Я обомлела. Мне почему-то представилось расплавленное золото, которое я никогда не видела в жидком состоянии. Оно переливалось, играло, лучилось.
А за окном снег, белые деревья и воздух, мерцающий под фонарями.
Она даже не пела, она просто служила своему голосу, давая ему возможность проявить себя на свободе. С восхищением, переходящим в страх, я подумала: «Ведь она обреченная. Да, обреченная своим талантом. Сколько зависти, недоброжелательства суждено ей узнать.
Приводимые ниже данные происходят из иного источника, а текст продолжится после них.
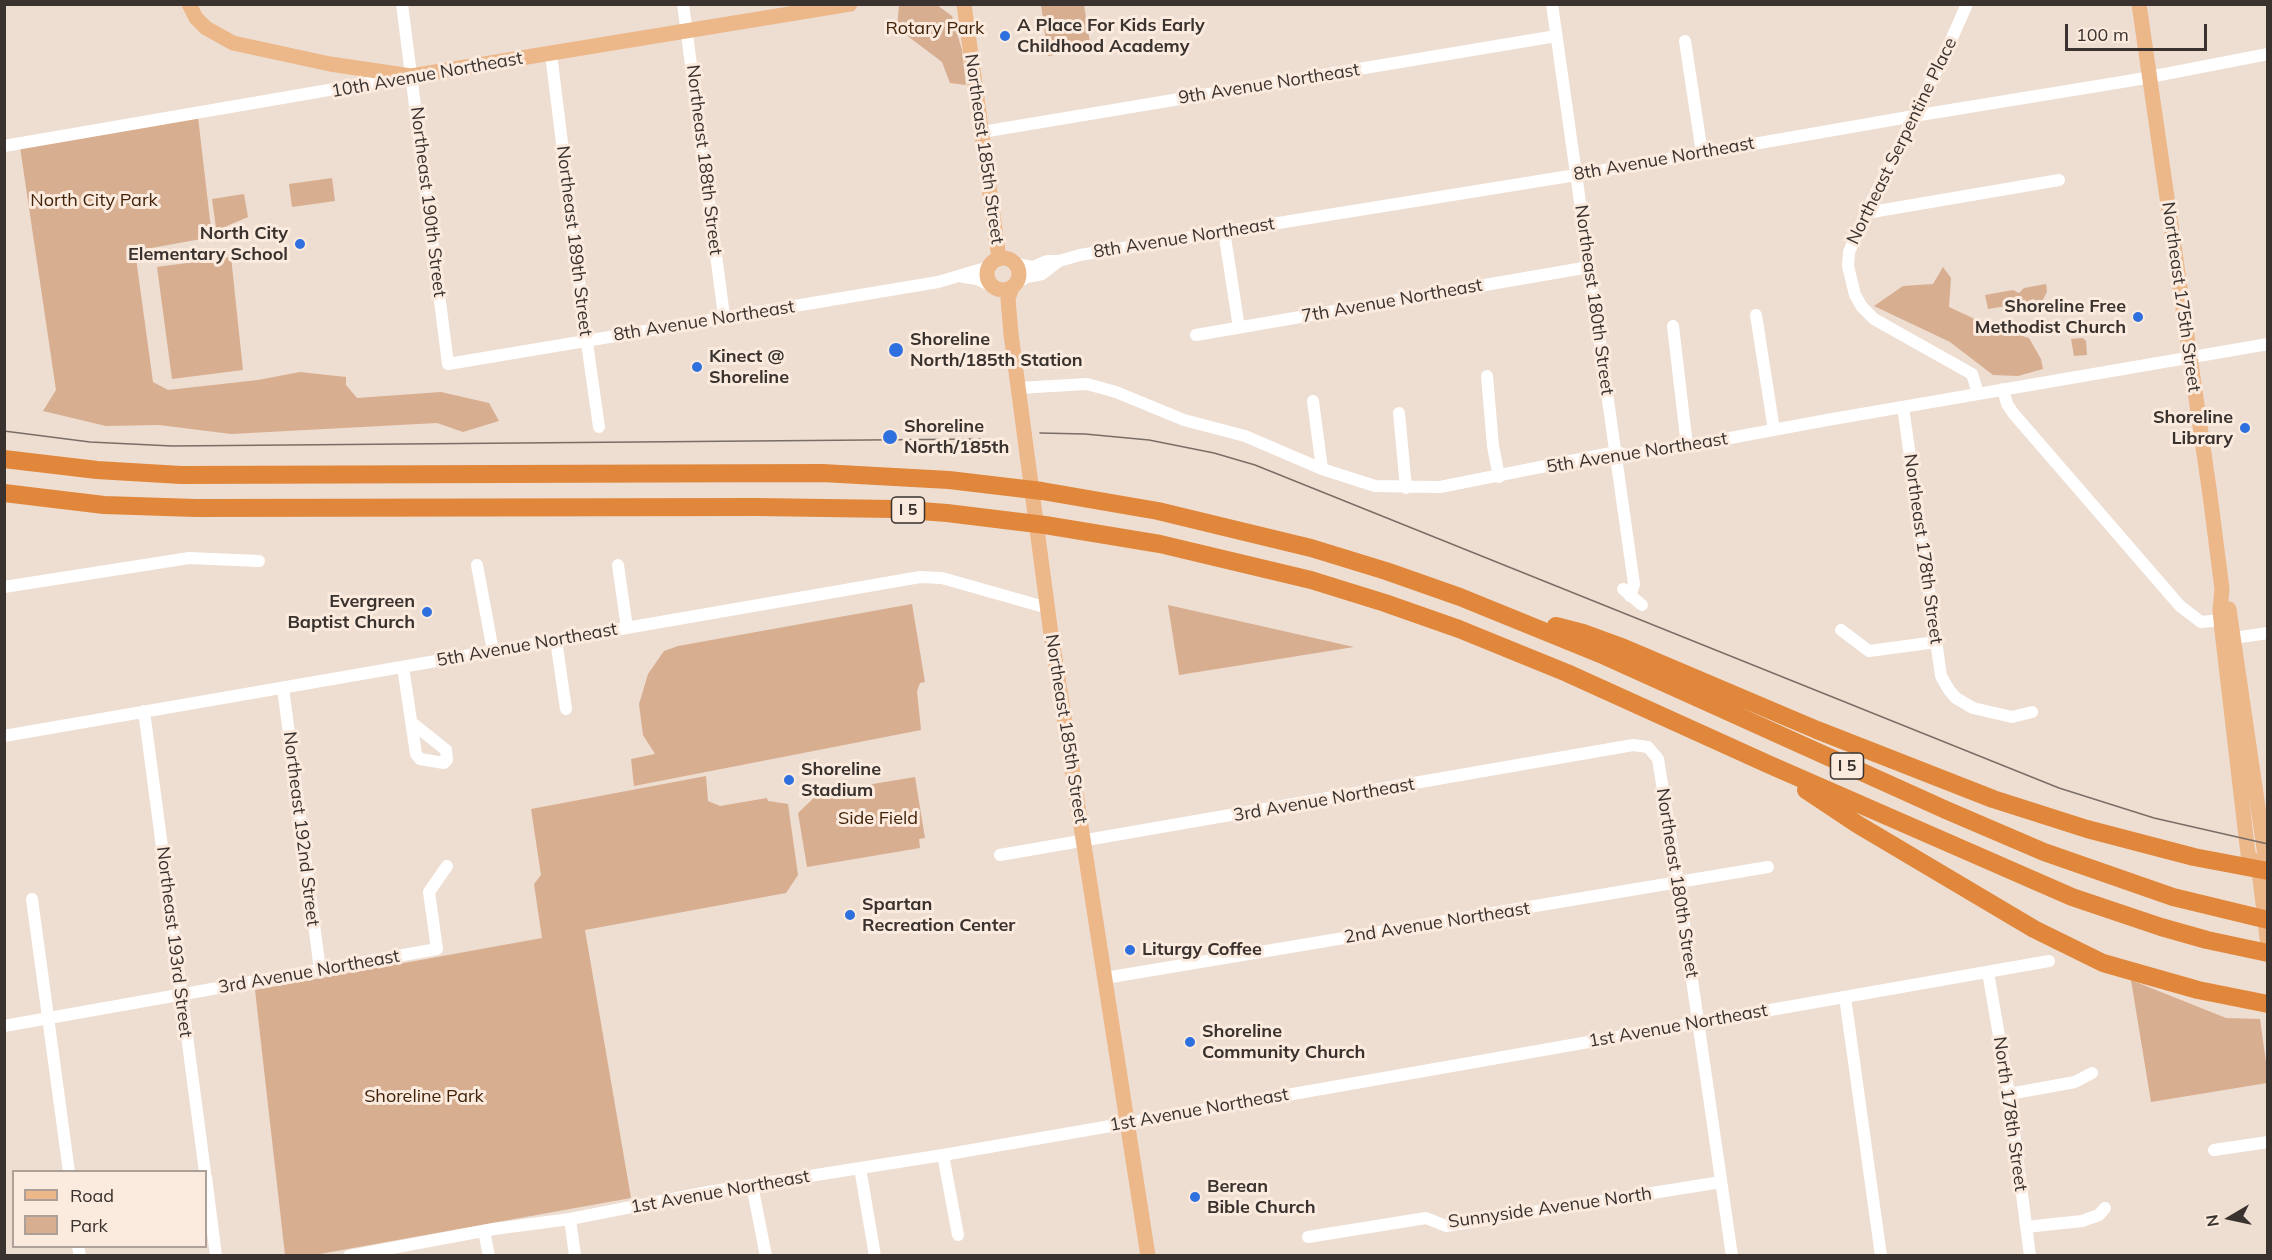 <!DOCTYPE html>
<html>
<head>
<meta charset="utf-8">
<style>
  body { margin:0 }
  #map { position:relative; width:2272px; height:1260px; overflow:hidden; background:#eeddd1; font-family:Mulish,sans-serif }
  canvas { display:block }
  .frame { position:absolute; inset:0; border:6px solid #39322e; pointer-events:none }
  .legend { position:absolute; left:12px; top:1170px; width:195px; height:78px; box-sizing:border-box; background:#fbeade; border:2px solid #ada098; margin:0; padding:8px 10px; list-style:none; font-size:18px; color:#39322e }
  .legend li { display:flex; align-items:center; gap:12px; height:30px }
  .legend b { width:30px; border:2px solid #ada098 }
  .north { position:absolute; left:2200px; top:1188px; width:60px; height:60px; -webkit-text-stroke:4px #fbeade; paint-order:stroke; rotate:261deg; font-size:16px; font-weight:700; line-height:24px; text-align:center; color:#39322e }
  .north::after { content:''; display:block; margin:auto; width:21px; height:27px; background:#39322e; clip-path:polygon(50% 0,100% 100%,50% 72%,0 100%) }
  .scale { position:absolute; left:2065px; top:24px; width:142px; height:27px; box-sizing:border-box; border:3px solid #39322e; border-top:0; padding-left:8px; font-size:18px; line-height:21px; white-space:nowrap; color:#39322e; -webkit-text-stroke:4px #fbeade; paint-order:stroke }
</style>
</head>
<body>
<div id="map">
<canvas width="2272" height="1260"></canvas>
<div class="frame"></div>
<ul class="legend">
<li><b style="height:8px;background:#ecb789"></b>Road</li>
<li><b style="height:16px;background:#d8ae90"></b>Park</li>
</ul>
<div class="north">N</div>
<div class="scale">100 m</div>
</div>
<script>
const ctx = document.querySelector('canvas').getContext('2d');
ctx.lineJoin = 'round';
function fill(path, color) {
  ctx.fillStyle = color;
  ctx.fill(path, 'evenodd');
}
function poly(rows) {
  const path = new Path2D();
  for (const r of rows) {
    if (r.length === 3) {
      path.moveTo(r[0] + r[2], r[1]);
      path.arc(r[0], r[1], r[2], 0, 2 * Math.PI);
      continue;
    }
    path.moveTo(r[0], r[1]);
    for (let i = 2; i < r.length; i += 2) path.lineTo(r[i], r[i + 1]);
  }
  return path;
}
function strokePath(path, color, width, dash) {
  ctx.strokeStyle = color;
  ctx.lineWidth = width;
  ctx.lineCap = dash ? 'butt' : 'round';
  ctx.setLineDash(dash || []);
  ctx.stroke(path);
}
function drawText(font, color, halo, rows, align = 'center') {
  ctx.font = font + ' Mulish,sans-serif';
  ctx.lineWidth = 6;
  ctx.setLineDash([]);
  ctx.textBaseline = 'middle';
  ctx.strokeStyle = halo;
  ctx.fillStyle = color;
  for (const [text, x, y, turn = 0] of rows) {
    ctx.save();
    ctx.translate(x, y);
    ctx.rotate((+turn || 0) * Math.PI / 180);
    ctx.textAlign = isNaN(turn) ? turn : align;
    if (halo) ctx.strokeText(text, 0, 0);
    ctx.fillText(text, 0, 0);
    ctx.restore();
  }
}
const green = poly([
  [899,5,937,5,952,16,962,50,966,85,950,83,942,62,897,28],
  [1041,5,1084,5,1091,49,1048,56],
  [198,117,212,237,135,251,153,382,168,390,258,380,300,372,346,377,346,385,357,398,441,392,489,403,499,421,463,432,437,423,231,434,159,425,106,426,43,411,56,390,20,147],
  [332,178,335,201,292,207,289,184],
  [244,194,248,217,220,229,216,228,212,199],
  [231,257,243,370,172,379,157,267],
  [1943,267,1951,278,1949,307,1992,327,2029,338,2041,359,2043,369,2018,376,1993,375,1950,342,1874,306,1903,286,1933,284],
  [2046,284,2047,292,2041,303,2033,299,2025,303,1988,309,1985,295,2013,290,2019,293,2024,288],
  [2083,338,2086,341,2087,355,2074,356,2071,339],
  [912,604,925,682,920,683,917,691,921,730,634,786,631,759,655,754,643,735,639,704,648,674,664,651,678,646],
  [1168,605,1354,647,1179,675],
  [706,776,708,801,720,806,767,798,768,801,788,804,798,875,786,893,585,930,631,1198,314,1255,285,1255,255,990,542,938,534,884,541,875,531,809],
  [915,777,925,838,919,839,920,848,807,867,798,813,819,793],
  [2131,980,2226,1018,2260,1019,2267,1070,2267,1083,2151,1102]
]);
const minor = poly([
  [402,4,448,364,938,282,989,267],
  [683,4,724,316],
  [1552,4,1634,584,1630,596],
  [1967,4,1948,47,1866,213,1849,252,1848,266,1855,295,1862,307,1874,319,1972,374,1978,393],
  [1685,41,1702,153],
  [551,54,585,329,599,427],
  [982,132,1556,36],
  [4,146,404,77],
  [1866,213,2059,180],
  [1224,231,1239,328],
  [1014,263,1033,267,1047,261,1059,261,1080,255,1576,175,1914,116,2134,80,2268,54],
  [963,277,977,279,990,285],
  [1016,283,1027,277,1042,274,1059,261],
  [1756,315,1774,430],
  [1673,326,1687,446],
  [1196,335,1589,267],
  [1487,376,1493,446,1499,477],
  [1018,388,1087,384,1116,392,1184,420,1245,436,1322,469,1375,486,1440,487,1616,452,1627,455,1687,446,1827,420,2268,344],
  [2003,389,2007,404,2013,413,2180,606,2201,622,2221,620],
  [1313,401,1322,469],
  [1903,407,1941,676,1949,690,1956,698,1973,708,2012,717,2032,712],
  [1399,413,1406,488],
  [477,565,493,651],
  [618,565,627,628],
  [4,587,189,558,259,561],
  [1623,589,1642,605],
  [1841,630,1869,651,1936,642],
  [2234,638,2268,633],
  [556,640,566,709],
  [403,667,416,754,420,759,444,763,447,760,446,750,411,722],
  [283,688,320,970],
  [144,711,205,1172],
  [4,736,920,577,942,578,1048,608],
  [1000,855,1633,745,1648,747,1658,759,1678,883,1732,1256],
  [32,899,69,1172],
  [1988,972,2009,1094,2030,1256],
  [1105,978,1768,867],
  [1845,997,1881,1256],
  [4,1026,437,949,429,892,447,866],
  [2009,1094,2075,1082,2092,1073],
  [2214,1150,2268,1142],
  [943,1155,958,1235],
  [860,1168,875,1256],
  [206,1177,216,1256],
  [752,1185,766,1256],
  [570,1219,575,1256],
  [2026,1227,2082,1221,2099,1215,2105,1208],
  [484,1231,489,1256],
  [1308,1237,1426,1218,1446,1226,1721,1182],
  [78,1246,80,1256],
  [349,1256,494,1229,570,1219,708,1192,943,1155,1128,1123,2049,961]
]);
const major = poly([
  [189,4,196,18,206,28,233,43,330,64,411,76,850,4],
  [964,4,999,259],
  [2139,4,2210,495,2222,589,2220,610,2222,631,2248,854,2259,870,2268,946],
  [1003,274,16],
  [1012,287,1008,299,1011,334,1050,627,1148,1256],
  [2229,609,2265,855,2259,870]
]);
const highway = poly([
  [4,459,97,470,181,475,822,473,949,480,1042,491,1158,511,1311,548,1386,571,1460,597,1605,656,1946,810,2044,852,2173,897,2268,920],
  [4,493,104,505,196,508,757,507,894,509,947,513,1045,525,1160,544,1311,580,1385,603,1459,629,1567,673,1770,765,2072,897,2161,927,2207,940,2268,953],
  [1556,626,1583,633,1624,648,1817,730,1993,799,2087,829,2194,857,2268,871],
  [1806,790,1857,824,2034,929,2103,963,2198,990,2268,1004]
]);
const tram = poly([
  [4,431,90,442,172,446,983,439],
  [1040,433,1085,434,1149,440,1214,453,1255,465,2059,788,2154,818,2268,844]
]);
const markers = [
  [1005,36,6,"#2e70dd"],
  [300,244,6,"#2e70dd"],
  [2138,317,6,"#2e70dd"],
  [896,350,8,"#2e70dd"],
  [697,367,6,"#2e70dd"],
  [2245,428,6,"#2e70dd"],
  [890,437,8,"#2e70dd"],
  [427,612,6,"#2e70dd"],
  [789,780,6,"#2e70dd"],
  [850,915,6,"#2e70dd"],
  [1130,950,6,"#2e70dd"],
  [1190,1042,6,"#2e70dd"],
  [1195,1197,6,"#2e70dd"]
];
const shields = [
  [908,510,33],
  [1847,766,33]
];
const shieldNames = [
  ["I 5",908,510],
  ["I 5",1847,766]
];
const poiNames = [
  ["A Place For Kids Early",1017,26],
  ["Childhood Academy",1017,47],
  ["North City",288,234,"right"],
  ["Elementary School",288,255,"right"],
  ["Shoreline Free",2126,307,"right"],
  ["Methodist Church",2126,328,"right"],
  ["Shoreline",910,340],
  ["North/185th Station",910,361],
  ["Kinect @",709,357],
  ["Shoreline",709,378],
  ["Shoreline",2233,418,"right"],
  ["Library",2233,439,"right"],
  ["Shoreline",904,427],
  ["North/185th",904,448],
  ["Evergreen",415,602,"right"],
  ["Baptist Church",415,623,"right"],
  ["Shoreline",801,770],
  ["Stadium",801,791],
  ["Spartan",862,905],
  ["Recreation Center",862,926],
  ["Liturgy Coffee",1142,950],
  ["Shoreline",1202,1032],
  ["Community Church",1202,1053],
  ["Berean",1207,1187],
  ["Bible Church",1207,1208]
];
const parkNames = [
  ["Rotary Park",935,29],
  ["North City Park",94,201],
  ["Side Field",878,819],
  ["Shoreline Park",424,1097]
];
const streetNames = [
  ["10th Avenue Northeast",427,75,-10],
  ["9th Avenue Northeast",1269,84,-9],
  ["Northeast Serpentine Place",1902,141,-64],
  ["Northeast 185th Street",984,149,82],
  ["8th Avenue Northeast",1664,159,-10],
  ["Northeast 188th Street",704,160,83],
  ["Northeast 190th Street",428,202,83],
  ["8th Avenue Northeast",1184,238,-9],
  ["Northeast 189th Street",574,241,83],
  ["Northeast 175th Street",2181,297,82],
  ["Northeast 180th Street",1594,300,82],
  ["7th Avenue Northeast",1392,301,-10],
  ["8th Avenue Northeast",704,321,-9],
  ["5th Avenue Northeast",1637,453,-9],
  ["Northeast 178th Street",1923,549,82],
  ["5th Avenue Northeast",527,645,-10],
  ["Northeast 185th Street",1066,729,81],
  ["3rd Avenue Northeast",1324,800,-10],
  ["Northeast 192nd Street",301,829,83],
  ["Northeast 180th Street",1677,883,81],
  ["2nd Avenue Northeast",1437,923,-9],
  ["Northeast 193rd Street",174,942,83],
  ["3rd Avenue Northeast",309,972,-10],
  ["1st Avenue Northeast",1678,1026,-10],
  ["1st Avenue Northeast",1199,1110,-10],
  ["North 178th Street",2010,1114,82],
  ["1st Avenue Northeast",720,1192,-10],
  ["Sunnyside Avenue North",1550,1208,-8]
];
fill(green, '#d8ae90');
strokePath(minor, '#fff', 12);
strokePath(major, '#ecb789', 15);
strokePath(highway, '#e0873b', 18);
strokePath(tram, '#796e67', 1.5);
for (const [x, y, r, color] of markers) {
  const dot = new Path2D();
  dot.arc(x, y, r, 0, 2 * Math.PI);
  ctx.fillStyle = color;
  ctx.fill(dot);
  strokePath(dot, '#fbeade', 2);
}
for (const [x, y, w] of shields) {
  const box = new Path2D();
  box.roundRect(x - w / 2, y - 13, w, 26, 4.5);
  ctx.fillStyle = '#fbeade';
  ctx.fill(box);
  strokePath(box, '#39322e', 1.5);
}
drawText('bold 16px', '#39322e', null, shieldNames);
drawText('bold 18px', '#39322e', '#fbeade', poiNames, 'left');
drawText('18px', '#422309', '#fbeade', parkNames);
drawText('18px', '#39322e', '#fbeade', streetNames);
</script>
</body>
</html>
И сколько восторгов услышать».
— Настоящее контральто, — шепнул Маэстро, — без дураков.
Во все глаза смотрела я на певицу, не понимая, откуда что берется: среднего роста, даже не хрупкая, а тщедушная; тонкие руки придерживают на груди полы лохматого пальто; на ногах — какие-то несуразные сапоги, в них заправлены брюки. Непостижимо! Но все это лишь усиливало впечатление, хотелось слушать и слушать редкий голос и вглядываться в лицо ее — византийской божьей матери.